Arizona shares 370 miles of border with Mexico's states of Sonora and Baja California.
The area has been considered a Ground Zero for drug and human smuggling, with hundreds of thousands of undocumented immigrants apprehended and overloads of narcotics seized every year.
The issues are still there, but the number of Border Patrol agents has increased, and the quality of technology, border fences and other security tools used has improved, even leading to fewer apprehensions in some areas, representatives of the Border Patrol's Tucson and Yuma sectors said in interviews for Friday's broadcast of Arizona Week.

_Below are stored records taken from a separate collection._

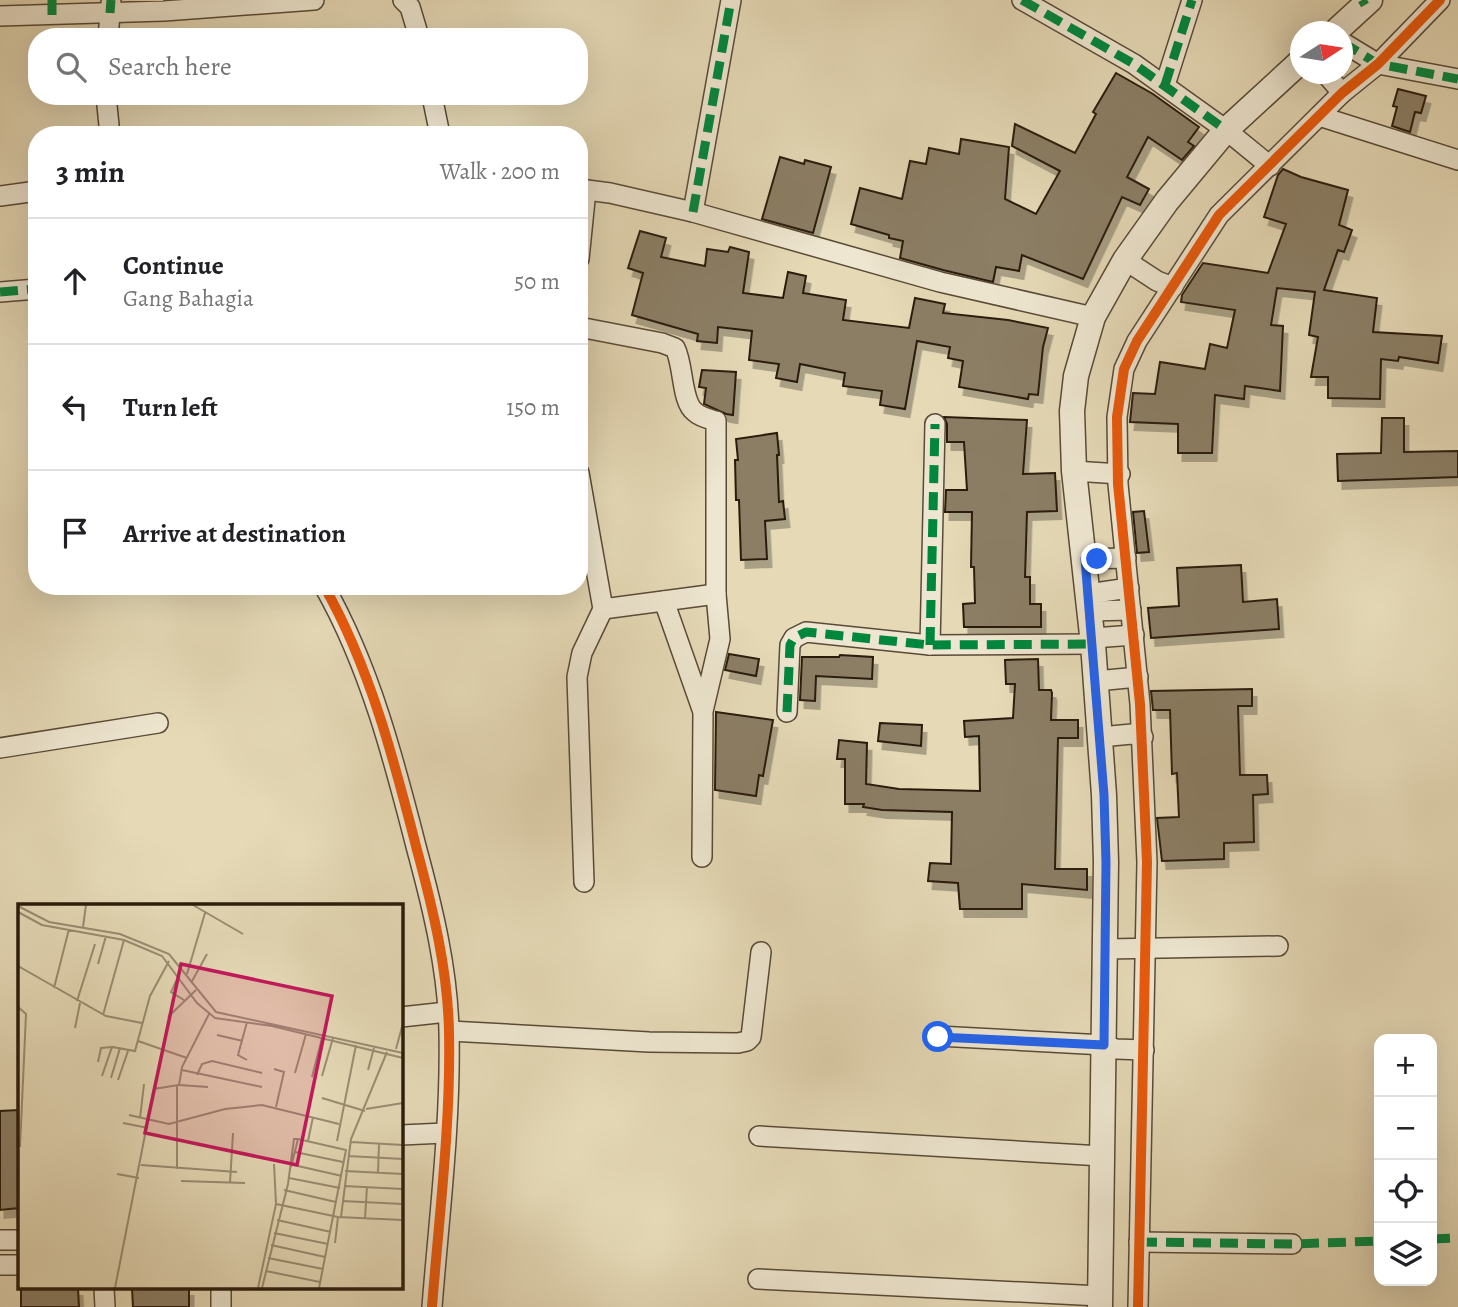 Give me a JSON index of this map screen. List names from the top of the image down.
{
  "north": "right",
  "page": {
    "search": "Search here",
    "heading": ["3 min", "Walk · 200 m"],
    "list": [
      ["Continue", "Gang Bahagia", "50 m"],
      ["Turn left", "150 m"],
      "Arrive at destination"
    ],
    "map_buttons": ["+", "−"]
  }
}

Around the town of San Luis, southwest of Yuma, apprehensions in the last 10 years have decreased by nearly 95 percent, Border Patrol Yuma Sector's statistics showed.
Supervisory Patrol Agent Thomas Lines, who works in that sector, attributed the decline to the manpower, technology and infrastructure sent to the area.
"... In 2005, we had a record number of apprehensions ... it was 138,000 people, and in 2013, it was about 6,100 people," he said. "The apprehensions have gone down significantly, obviously with the technology...the manpower they have deployed, it has been able to combat the traffic coming through the area."
The Tucson Sector oversees about 262 miles of border with Mexico, according to the sector's estimations. During the area's worst times, there were approximately 616,000 apprehensions, said Border Patrol Agent Bryan Flowers. Those figures, too, have decreased today, he added.
Since 2000, the sector went from having about 1,500 agents for all of its eight agencies to having close to 4,200, Flowers said. The sector's infrastructure has also gotten better, including building a tougher fence that now has cement between the metal shields, making it harder to breach.
On his January visit to the Arizona-Mexico border, Secretary of Homeland Security Jeh Johnson spent time in Douglas, and said he was impressed with the work of the Border Patrol in the Tucson Sector. He also said he planned making the Arizona-Mexico border a priority for initiatives to make it safer.
"We will continue to advance our mission by building and maintaining strong strategic partnerships with other law enforcement agencies and the community, in order to promote public safety along the border," Flowers said.
Back in the Yuma Sector, Lines said improved conditions have also helped save more lives in the desert.
He works at the Wellton Station, which is the most isolated agency in the area. He said, since his arrival in 2002, deaths of people attempting to cross the border have declined.
That station is closer to the remote places where undocumented migrants travel, so the agents are able to respond a lot faster if someone needs help, he said.
"In the summer time, it can get up to 120 degrees...people crossing this area are told that it is a short walk to the other side, and sometimes they are out here for four, five or six days depending on the route that they take," Lines said. "...a lot of elements that they have to battle, and the criminal organizations that are out here, too."
Wellton sees a lot of traffic, he said, but it is now equipped with search and rescue teams to aid with the load, he added.